Repeat exactly the lines from the start of the material below up to and including the "position:relative; width:1024px; height:2468px;" line.

→ **Data provided**

▼

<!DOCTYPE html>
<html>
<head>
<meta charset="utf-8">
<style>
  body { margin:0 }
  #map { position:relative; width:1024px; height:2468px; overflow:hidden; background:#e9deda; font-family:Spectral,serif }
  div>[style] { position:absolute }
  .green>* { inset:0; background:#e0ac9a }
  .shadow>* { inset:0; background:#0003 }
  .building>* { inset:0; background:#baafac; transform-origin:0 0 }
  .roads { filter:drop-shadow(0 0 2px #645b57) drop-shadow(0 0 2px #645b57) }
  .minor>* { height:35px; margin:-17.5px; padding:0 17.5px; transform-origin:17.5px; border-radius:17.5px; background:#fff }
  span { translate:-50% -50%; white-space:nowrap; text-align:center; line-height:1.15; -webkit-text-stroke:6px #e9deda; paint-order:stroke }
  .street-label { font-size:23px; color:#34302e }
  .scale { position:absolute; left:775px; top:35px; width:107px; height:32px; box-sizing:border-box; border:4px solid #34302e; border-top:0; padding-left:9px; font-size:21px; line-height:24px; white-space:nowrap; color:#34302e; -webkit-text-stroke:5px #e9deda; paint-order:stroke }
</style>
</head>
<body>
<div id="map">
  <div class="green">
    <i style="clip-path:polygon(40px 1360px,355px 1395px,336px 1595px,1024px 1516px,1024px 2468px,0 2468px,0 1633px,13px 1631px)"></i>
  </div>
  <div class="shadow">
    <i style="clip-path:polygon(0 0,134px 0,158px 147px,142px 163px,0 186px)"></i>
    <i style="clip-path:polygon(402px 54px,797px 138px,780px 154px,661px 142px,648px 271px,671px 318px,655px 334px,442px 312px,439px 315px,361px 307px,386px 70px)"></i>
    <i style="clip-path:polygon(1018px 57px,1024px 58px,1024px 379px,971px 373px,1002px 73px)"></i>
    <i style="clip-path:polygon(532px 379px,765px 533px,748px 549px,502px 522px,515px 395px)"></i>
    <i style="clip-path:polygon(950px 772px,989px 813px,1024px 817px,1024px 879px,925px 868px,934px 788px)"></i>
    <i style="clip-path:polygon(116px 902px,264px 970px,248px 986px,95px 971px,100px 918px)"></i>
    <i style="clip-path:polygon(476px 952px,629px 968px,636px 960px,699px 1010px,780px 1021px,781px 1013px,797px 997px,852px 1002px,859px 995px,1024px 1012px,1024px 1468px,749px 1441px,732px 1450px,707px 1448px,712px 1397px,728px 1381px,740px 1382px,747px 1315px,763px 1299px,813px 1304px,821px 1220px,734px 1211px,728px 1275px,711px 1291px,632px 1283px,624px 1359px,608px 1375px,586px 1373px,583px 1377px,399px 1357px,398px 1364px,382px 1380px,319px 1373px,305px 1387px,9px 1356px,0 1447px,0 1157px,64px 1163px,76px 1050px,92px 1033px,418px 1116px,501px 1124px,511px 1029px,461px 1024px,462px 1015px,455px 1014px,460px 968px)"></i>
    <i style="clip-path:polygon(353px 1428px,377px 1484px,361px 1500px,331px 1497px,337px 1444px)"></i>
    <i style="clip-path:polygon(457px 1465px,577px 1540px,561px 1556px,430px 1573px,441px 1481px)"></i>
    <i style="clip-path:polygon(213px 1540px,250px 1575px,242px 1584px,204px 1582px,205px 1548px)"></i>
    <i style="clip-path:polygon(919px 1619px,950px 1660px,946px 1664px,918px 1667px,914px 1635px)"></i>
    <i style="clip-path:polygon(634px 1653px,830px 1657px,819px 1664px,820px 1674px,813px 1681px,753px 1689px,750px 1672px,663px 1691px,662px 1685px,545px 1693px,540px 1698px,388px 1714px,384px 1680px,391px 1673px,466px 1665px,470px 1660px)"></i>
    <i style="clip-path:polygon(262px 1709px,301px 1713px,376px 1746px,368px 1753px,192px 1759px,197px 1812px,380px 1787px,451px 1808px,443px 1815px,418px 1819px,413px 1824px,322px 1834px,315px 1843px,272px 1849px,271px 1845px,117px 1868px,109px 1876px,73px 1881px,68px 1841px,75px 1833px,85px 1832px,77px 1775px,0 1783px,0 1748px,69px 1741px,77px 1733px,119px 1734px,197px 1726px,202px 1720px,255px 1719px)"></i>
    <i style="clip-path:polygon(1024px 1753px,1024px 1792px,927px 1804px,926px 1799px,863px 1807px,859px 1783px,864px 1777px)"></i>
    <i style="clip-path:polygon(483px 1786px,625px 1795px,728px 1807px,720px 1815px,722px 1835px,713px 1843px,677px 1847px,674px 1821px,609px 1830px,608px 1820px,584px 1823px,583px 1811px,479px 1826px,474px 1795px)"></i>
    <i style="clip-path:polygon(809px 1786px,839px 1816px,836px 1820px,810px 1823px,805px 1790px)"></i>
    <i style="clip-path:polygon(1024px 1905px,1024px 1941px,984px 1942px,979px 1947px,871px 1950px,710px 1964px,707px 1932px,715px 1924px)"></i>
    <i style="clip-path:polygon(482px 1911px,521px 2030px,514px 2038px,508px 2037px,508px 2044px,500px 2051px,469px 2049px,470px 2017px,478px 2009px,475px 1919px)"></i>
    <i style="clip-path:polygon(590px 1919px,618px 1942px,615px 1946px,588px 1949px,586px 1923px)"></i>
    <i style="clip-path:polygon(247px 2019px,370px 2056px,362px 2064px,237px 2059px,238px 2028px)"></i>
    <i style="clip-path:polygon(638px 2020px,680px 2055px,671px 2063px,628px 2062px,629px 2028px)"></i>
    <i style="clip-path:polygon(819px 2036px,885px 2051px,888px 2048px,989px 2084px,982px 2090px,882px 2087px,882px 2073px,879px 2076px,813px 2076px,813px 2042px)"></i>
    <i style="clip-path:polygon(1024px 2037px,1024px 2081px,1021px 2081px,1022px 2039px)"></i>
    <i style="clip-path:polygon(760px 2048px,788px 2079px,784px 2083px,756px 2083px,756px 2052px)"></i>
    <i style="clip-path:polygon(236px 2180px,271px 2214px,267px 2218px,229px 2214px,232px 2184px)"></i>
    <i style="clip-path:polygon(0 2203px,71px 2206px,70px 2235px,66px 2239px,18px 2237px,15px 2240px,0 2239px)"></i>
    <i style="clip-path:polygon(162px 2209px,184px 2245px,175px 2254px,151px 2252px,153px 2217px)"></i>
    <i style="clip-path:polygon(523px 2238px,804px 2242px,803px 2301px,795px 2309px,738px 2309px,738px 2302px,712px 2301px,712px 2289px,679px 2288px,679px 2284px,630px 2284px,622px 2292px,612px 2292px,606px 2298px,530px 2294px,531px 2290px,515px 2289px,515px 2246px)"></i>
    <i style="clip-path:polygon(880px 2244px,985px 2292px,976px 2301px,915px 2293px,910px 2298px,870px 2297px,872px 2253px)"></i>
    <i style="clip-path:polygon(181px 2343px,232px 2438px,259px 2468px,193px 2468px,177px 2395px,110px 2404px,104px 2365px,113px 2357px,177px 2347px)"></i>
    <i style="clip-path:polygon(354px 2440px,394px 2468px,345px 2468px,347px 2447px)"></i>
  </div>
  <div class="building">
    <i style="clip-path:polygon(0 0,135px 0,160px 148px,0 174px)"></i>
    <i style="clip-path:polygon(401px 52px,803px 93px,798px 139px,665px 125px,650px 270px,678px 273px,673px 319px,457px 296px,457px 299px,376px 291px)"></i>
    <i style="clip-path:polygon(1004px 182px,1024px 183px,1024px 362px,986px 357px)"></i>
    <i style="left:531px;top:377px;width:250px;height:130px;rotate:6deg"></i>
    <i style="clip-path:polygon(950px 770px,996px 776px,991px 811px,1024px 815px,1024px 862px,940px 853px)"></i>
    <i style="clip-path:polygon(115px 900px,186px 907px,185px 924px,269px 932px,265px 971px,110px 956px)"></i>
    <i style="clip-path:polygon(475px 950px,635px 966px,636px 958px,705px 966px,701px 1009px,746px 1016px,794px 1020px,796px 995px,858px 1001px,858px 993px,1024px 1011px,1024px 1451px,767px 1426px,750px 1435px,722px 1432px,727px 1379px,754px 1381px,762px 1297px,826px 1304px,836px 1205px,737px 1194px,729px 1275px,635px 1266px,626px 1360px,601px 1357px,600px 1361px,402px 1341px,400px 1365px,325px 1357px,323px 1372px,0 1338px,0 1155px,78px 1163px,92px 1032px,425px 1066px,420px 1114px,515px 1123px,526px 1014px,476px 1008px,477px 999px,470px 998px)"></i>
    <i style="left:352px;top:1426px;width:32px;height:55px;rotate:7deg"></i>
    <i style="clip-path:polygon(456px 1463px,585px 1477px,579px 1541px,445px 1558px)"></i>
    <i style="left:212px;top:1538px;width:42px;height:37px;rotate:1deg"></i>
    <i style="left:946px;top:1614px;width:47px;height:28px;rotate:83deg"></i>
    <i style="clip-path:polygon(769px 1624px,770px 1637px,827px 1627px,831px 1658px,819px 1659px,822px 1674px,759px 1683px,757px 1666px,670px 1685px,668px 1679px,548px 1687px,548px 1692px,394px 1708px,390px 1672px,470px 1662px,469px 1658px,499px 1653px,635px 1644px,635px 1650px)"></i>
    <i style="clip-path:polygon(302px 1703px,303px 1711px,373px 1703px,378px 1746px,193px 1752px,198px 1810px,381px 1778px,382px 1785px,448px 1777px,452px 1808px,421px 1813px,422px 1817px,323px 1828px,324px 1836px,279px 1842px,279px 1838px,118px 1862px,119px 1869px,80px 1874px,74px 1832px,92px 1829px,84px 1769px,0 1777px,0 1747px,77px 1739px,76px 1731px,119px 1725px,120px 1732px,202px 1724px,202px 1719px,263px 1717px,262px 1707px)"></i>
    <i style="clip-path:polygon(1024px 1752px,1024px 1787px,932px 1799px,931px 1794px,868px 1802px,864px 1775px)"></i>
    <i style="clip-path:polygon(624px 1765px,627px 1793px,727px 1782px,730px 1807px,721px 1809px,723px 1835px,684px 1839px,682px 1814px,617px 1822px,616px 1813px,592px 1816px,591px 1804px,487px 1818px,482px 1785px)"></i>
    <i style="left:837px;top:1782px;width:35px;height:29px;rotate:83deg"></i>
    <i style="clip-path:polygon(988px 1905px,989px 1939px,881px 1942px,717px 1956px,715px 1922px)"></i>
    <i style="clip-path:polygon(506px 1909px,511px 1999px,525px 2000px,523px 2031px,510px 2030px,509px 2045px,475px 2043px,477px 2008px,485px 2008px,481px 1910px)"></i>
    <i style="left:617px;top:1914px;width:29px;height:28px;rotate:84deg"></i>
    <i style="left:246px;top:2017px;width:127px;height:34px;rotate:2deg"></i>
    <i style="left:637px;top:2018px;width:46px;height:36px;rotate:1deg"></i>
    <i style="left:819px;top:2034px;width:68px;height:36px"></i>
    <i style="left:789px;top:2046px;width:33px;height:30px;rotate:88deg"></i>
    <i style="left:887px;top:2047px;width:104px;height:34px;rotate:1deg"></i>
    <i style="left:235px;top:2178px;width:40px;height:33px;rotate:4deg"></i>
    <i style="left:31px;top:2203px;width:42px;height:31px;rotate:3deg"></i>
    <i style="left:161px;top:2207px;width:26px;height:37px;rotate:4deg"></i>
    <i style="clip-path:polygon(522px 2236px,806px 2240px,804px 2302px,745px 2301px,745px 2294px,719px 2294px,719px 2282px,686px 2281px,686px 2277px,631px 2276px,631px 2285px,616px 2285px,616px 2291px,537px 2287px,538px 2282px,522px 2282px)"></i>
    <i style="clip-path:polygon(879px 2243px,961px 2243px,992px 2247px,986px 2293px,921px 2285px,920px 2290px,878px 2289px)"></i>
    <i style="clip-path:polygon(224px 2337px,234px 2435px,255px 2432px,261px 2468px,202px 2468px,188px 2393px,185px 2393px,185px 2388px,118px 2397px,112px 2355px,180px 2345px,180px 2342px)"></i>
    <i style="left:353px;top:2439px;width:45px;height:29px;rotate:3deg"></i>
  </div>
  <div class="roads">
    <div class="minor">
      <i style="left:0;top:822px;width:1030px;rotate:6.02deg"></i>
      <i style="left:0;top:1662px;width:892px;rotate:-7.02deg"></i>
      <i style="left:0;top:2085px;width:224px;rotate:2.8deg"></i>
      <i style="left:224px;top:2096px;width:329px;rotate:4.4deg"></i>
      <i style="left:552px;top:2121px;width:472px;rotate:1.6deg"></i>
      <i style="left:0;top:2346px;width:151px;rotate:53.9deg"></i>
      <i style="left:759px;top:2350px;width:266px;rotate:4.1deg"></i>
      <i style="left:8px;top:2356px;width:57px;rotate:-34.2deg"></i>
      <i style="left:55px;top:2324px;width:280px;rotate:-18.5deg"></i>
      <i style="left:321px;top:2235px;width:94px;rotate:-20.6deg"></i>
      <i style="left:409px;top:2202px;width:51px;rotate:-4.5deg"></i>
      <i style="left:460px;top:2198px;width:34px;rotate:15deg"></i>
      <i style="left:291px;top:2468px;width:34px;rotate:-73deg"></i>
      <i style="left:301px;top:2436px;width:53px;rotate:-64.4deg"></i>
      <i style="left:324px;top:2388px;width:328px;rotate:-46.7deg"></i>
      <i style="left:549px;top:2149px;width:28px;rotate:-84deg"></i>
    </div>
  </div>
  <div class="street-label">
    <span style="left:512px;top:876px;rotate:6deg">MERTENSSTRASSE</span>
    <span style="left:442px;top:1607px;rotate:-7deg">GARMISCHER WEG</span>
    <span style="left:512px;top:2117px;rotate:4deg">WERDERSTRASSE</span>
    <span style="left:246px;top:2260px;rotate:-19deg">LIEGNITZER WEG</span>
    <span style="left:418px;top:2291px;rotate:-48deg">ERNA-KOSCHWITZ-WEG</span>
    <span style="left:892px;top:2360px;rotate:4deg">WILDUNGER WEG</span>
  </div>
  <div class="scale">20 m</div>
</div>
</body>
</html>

▲

→ **Exercise answer**
<!DOCTYPE html>
<html>
<head>
<meta charset="utf-8">
<style>
  body { margin:0 }
  #map { position:relative; width:1024px; height:2468px; overflow:hidden; background:#e9deda; font-family:Spectral,serif }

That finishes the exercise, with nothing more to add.